Стеффенс в своей вельветовой куртке с легкомысленным бантом не знал, с какого боку пристроиться к Буллиту, чтобы не выглядеть дико. Спасала, как обычно, ирония.
— Да не назначены ли вы послом при абиссинском дворе, дорогой шеф? — спросил Стеффенс, приметив в руках Буллита конверт с тисненым гербом. Стопку таких конвертов американец брал с собой в Москву и, как помнит Стеффенс, расходовал экономно.
— Не угадали, все наоборот, — ответствовал Буллит.
Стеффенс не без печали смотрел на «шефа» — с некоторого времени в Буллите поселилась этакая недоступность. Значит, все наоборот? Однако что могло быть противоположным престижной должности посла при абиссинском монархе?
Хауз выразил удивление виду Буллита не меньше Стеффенса.
Погодите, такое впечатление, что вы принесли прошение об отставке, не так ли? — решительно шагнул навстречу Буллиту полковник.
Казалось, Буллит смутился, его храбрость, которую он так осторожно нес сюда, испарилась начисто.

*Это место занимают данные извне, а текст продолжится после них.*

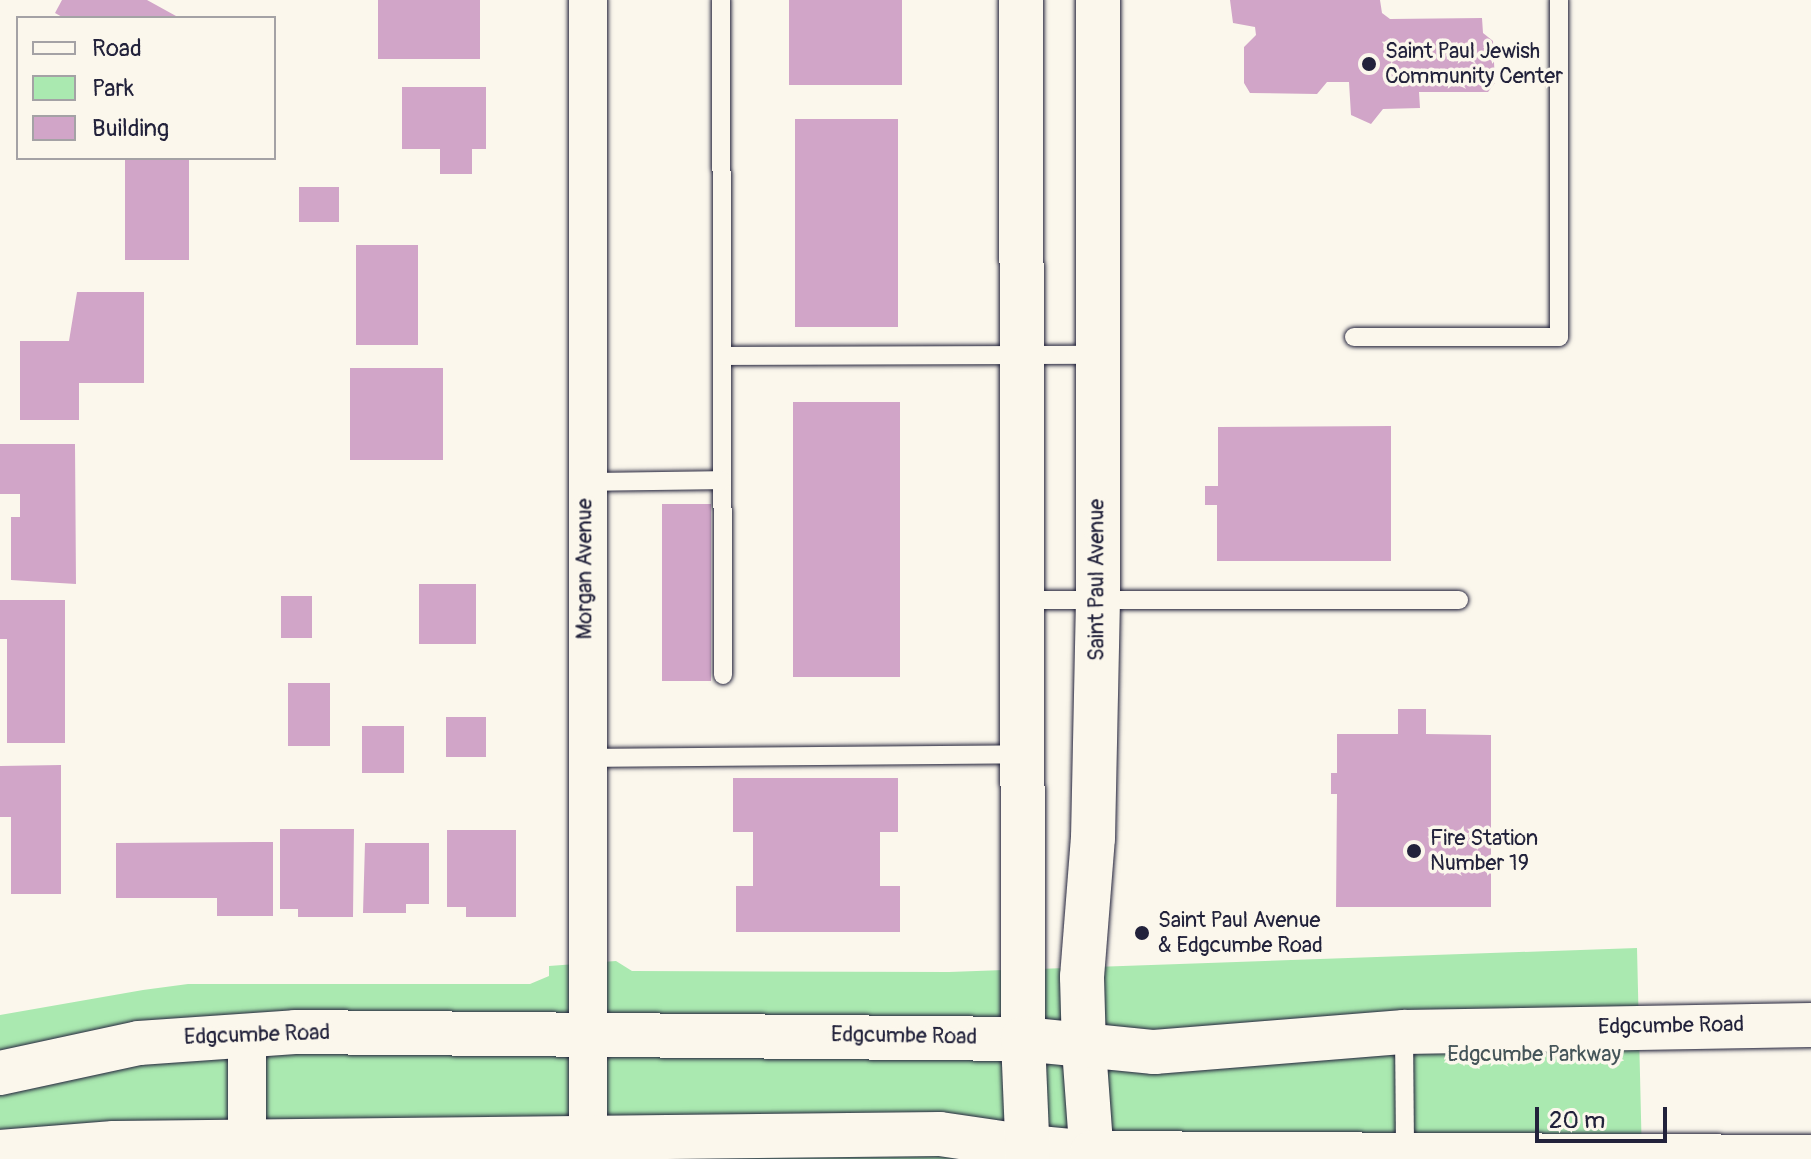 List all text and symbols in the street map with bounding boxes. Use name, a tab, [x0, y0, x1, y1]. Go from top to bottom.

— А вы откуда знаете? — спросил Буллит.
— Мне сказал об этом весь ваш вид, — произнес Хауз и упер улыбающиеся глаза в Стеффенса. «Однако не молодец ли я, милый Стеф, а?.. — говорили его глаза. — Взглянул на него и разом все понял!» — Значит, принесли прошение об отставке? — повторил свой вопрос Хауз и рассмеялся.
— Принес, разумеется, — подтвердил молодой американец, овладевая собой, и положил конверт с тисненым гербом перед полковником.
— Не могу сказать, чтобы это было для меня неожиданно, — произнес Хауз, отводя клапан конверта и извлекая сложенный вчетверо лист с машинописным текстом. — Да верный ли адрес у прошения?
— Верный, разумеется, — мигом ответствовал Буллит — не иначе, этот тур диалога был им подготовлен. — Я ездил в Москву по указанию президента…
Впервые полковник перестал улыбаться.